▶ [Exercise details]:
Exact copies of all the entries are required.
Records section start
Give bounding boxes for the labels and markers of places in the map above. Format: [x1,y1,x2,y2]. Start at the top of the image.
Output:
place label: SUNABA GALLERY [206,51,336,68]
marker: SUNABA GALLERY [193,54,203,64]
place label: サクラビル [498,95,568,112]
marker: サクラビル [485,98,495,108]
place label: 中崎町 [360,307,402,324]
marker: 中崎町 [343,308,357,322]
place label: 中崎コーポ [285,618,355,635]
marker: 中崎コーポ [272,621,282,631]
Records section end
▶ [Answer section]:
Give bounding boxes for the labels and markers of places in the map above. Format: [x1,y1,x2,y2]. Start at the top of the image.
Output:
place label: SUNABA GALLERY [206,51,336,68]
marker: SUNABA GALLERY [193,54,203,64]
place label: サクラビル [498,95,568,112]
marker: サクラビル [485,98,495,108]
place label: 中崎町 [360,307,402,324]
marker: 中崎町 [343,308,357,322]
place label: 中崎コーポ [285,618,355,635]
marker: 中崎コーポ [272,621,282,631]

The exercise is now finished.